**Task item**
From first line to last, print the records exactly, but leave out the pictures.

**Data for analysis**
__________________________________________________
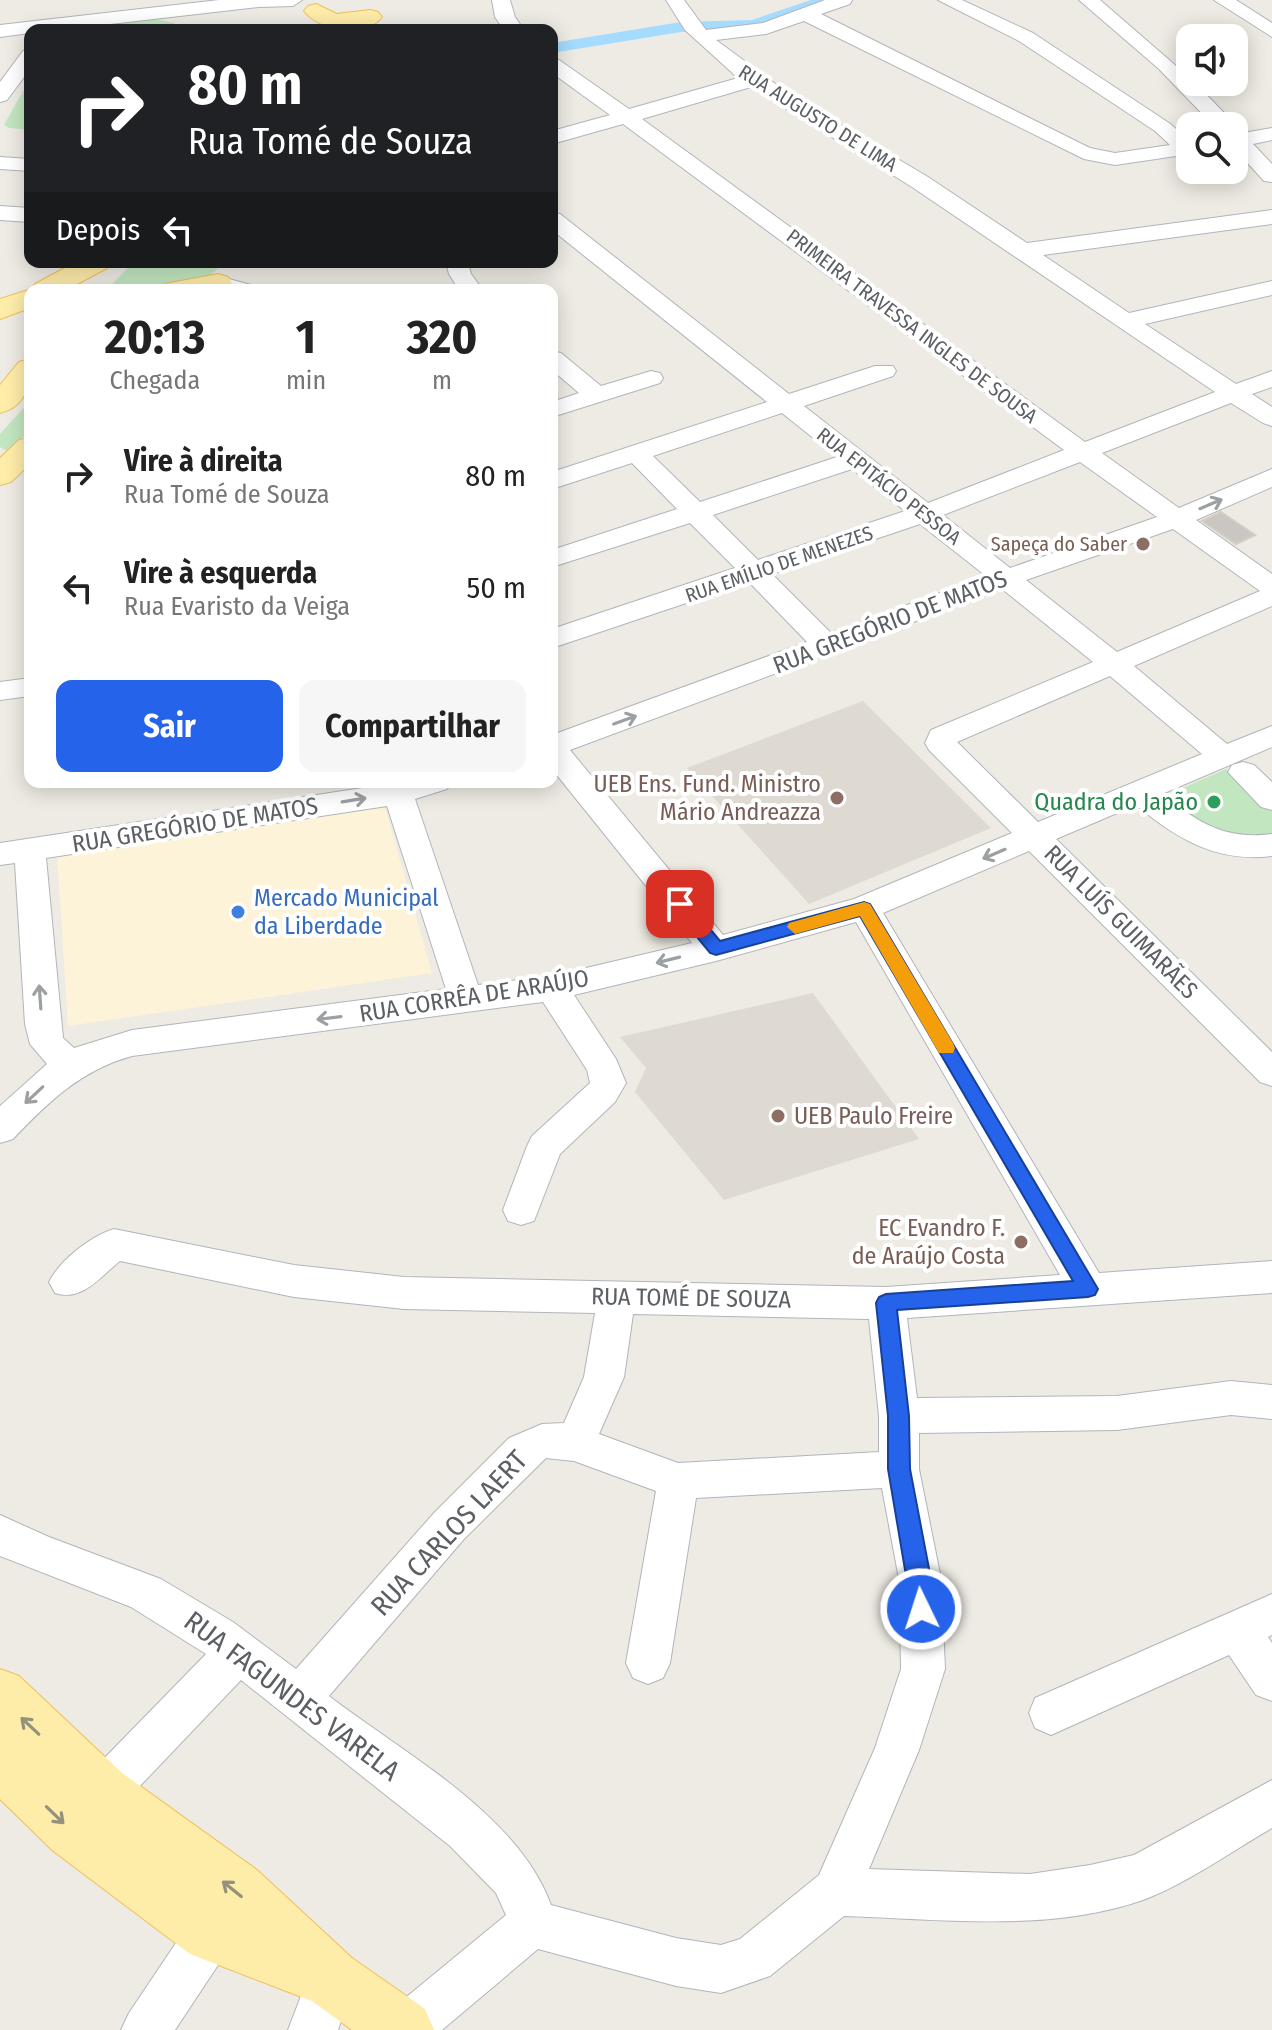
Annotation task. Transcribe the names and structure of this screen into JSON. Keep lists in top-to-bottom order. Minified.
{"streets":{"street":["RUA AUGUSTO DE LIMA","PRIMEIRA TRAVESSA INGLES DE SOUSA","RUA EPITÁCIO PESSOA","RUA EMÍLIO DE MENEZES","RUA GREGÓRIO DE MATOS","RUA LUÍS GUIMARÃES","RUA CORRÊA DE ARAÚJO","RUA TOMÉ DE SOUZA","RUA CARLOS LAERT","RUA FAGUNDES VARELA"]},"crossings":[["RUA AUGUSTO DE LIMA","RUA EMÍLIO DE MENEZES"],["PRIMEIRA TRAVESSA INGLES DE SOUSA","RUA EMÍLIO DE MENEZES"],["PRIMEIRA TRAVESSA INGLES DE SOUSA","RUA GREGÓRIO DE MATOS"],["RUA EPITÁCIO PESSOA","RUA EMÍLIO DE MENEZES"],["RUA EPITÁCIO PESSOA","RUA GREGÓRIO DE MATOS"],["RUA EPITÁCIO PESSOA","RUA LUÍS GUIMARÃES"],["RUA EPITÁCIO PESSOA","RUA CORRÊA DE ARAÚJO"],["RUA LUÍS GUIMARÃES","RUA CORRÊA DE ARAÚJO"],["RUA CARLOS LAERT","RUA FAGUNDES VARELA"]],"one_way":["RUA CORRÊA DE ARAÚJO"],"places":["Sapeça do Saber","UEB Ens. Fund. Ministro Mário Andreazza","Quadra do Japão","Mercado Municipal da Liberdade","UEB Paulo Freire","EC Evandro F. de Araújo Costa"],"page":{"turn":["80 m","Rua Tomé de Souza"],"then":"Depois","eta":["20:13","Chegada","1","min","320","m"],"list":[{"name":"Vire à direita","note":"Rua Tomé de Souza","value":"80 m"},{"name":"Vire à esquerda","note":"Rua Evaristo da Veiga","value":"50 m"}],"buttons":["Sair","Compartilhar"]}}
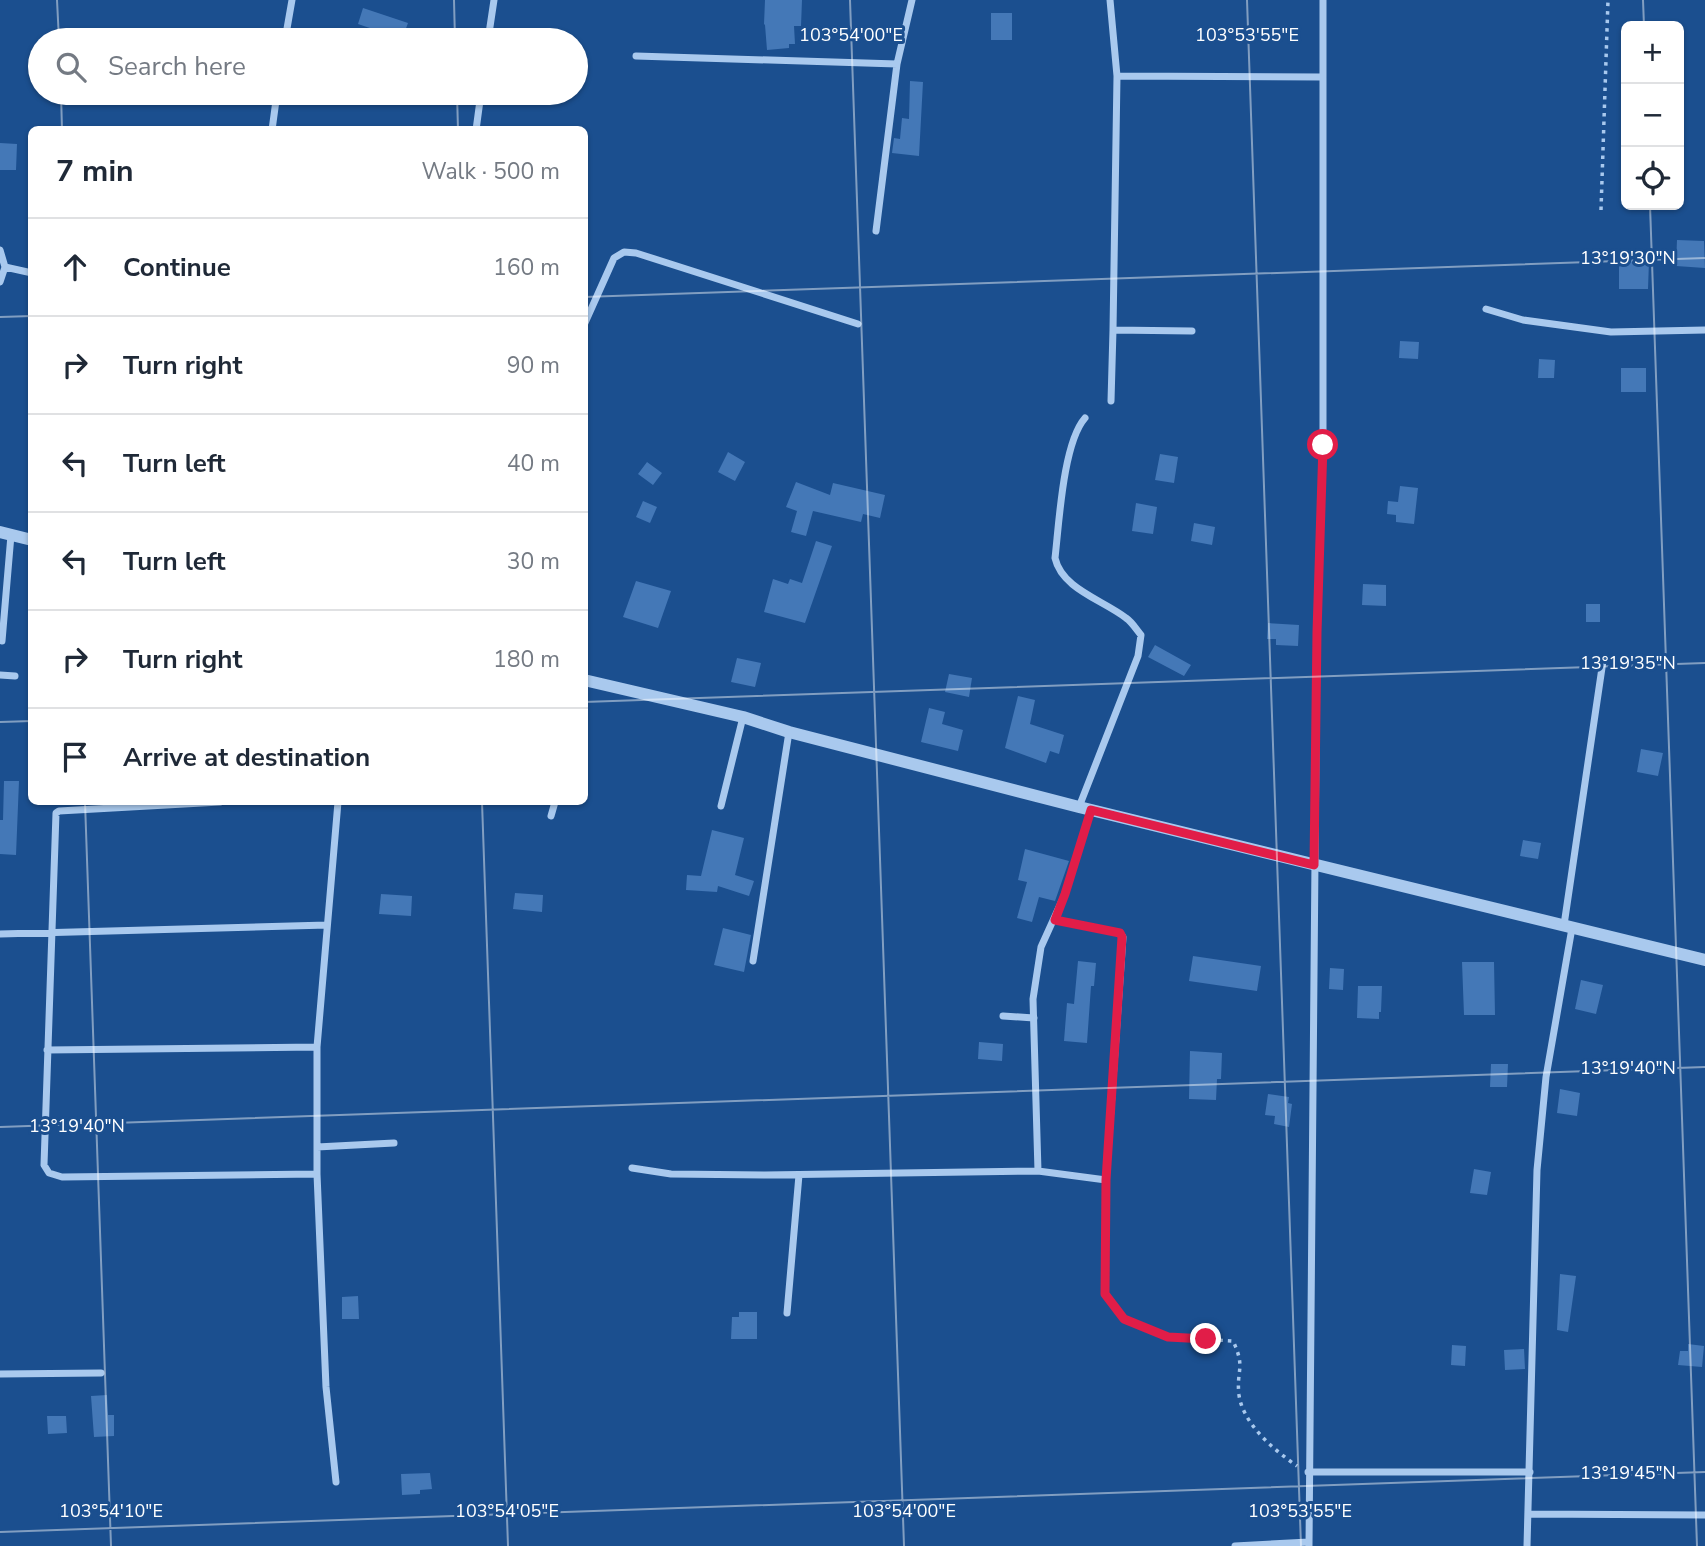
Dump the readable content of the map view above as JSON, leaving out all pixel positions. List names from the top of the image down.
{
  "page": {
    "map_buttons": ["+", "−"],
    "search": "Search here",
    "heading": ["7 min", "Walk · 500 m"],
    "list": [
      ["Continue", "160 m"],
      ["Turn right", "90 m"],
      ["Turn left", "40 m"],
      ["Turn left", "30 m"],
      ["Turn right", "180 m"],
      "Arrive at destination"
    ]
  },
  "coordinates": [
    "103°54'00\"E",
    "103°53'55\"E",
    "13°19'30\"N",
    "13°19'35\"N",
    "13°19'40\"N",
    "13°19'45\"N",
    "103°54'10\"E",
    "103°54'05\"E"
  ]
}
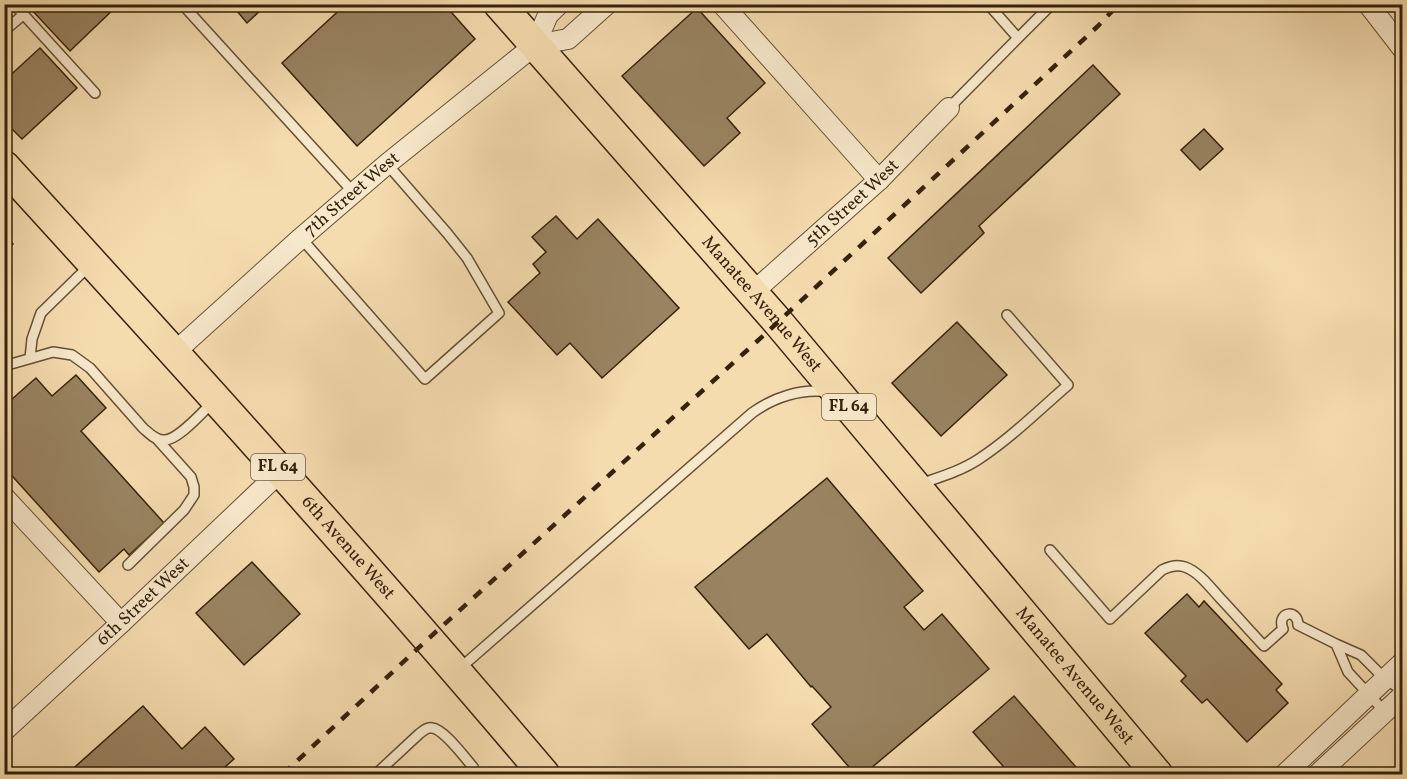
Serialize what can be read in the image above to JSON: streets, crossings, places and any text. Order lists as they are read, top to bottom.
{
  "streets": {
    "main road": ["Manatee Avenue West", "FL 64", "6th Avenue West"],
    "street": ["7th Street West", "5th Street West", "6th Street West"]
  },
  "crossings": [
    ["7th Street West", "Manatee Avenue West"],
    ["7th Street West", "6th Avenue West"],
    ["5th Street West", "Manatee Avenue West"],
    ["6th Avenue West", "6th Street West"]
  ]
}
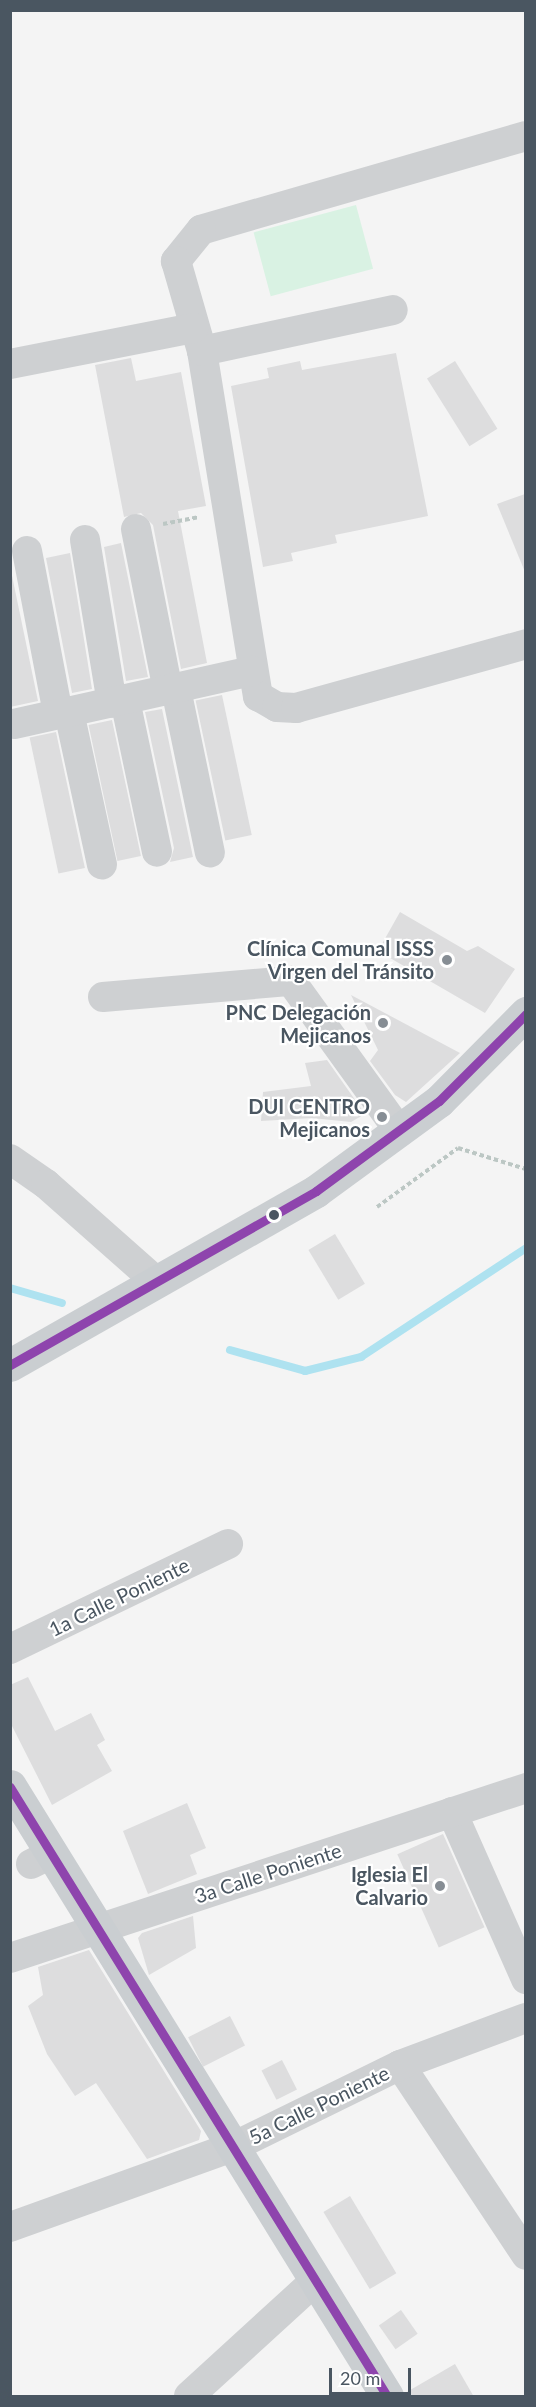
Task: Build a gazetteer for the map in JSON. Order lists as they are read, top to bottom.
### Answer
__________________________________________________
**Solution for this problem**
Annotation task. Transcribe the names and structure of this screen into JSON. Keep lists in top-to-bottom order. Minified.
{"streets":{"street":["RUA AUGUSTO DE LIMA","PRIMEIRA TRAVESSA INGLES DE SOUSA","RUA EPITÁCIO PESSOA","RUA EMÍLIO DE MENEZES","RUA GREGÓRIO DE MATOS","RUA LUÍS GUIMARÃES","RUA CORRÊA DE ARAÚJO","RUA TOMÉ DE SOUZA","RUA CARLOS LAERT","RUA FAGUNDES VARELA"]},"crossings":[["RUA AUGUSTO DE LIMA","RUA EMÍLIO DE MENEZES"],["PRIMEIRA TRAVESSA INGLES DE SOUSA","RUA EMÍLIO DE MENEZES"],["PRIMEIRA TRAVESSA INGLES DE SOUSA","RUA GREGÓRIO DE MATOS"],["RUA EPITÁCIO PESSOA","RUA EMÍLIO DE MENEZES"],["RUA EPITÁCIO PESSOA","RUA GREGÓRIO DE MATOS"],["RUA EPITÁCIO PESSOA","RUA LUÍS GUIMARÃES"],["RUA EPITÁCIO PESSOA","RUA CORRÊA DE ARAÚJO"],["RUA LUÍS GUIMARÃES","RUA CORRÊA DE ARAÚJO"],["RUA CARLOS LAERT","RUA FAGUNDES VARELA"]],"one_way":["RUA CORRÊA DE ARAÚJO"],"places":["Sapeça do Saber","UEB Ens. Fund. Ministro Mário Andreazza","Quadra do Japão","Mercado Municipal da Liberdade","UEB Paulo Freire","EC Evandro F. de Araújo Costa"],"page":{"turn":["80 m","Rua Tomé de Souza"],"then":"Depois","eta":["20:13","Chegada","1","min","320","m"],"list":[{"name":"Vire à direita","note":"Rua Tomé de Souza","value":"80 m"},{"name":"Vire à esquerda","note":"Rua Evaristo da Veiga","value":"50 m"}],"buttons":["Sair","Compartilhar"]}}
Dump the readable content of the map view above as JSON, leaving out all pixel positions. List names from the top of the image down.
{
  "page": {
    "map_buttons": ["+", "−"],
    "search": "Search here",
    "heading": ["7 min", "Walk · 500 m"],
    "list": [
      ["Continue", "160 m"],
      ["Turn right", "90 m"],
      ["Turn left", "40 m"],
      ["Turn left", "30 m"],
      ["Turn right", "180 m"],
      "Arrive at destination"
    ]
  },
  "coordinates": [
    "103°54'00\"E",
    "103°53'55\"E",
    "13°19'30\"N",
    "13°19'35\"N",
    "13°19'40\"N",
    "13°19'45\"N",
    "103°54'10\"E",
    "103°54'05\"E"
  ]
}
Serialize what can be read in the image above to JSON: streets, crossings, places and any text. Order lists as they are read, top to bottom.
{
  "streets": {
    "main road": ["Manatee Avenue West", "FL 64", "6th Avenue West"],
    "street": ["7th Street West", "5th Street West", "6th Street West"]
  },
  "crossings": [
    ["7th Street West", "Manatee Avenue West"],
    ["7th Street West", "6th Avenue West"],
    ["5th Street West", "Manatee Avenue West"],
    ["6th Avenue West", "6th Street West"]
  ]
}
Task: Build a gazetteer for the map in JSON. Order lists as they are read, top to bottom.
### Answer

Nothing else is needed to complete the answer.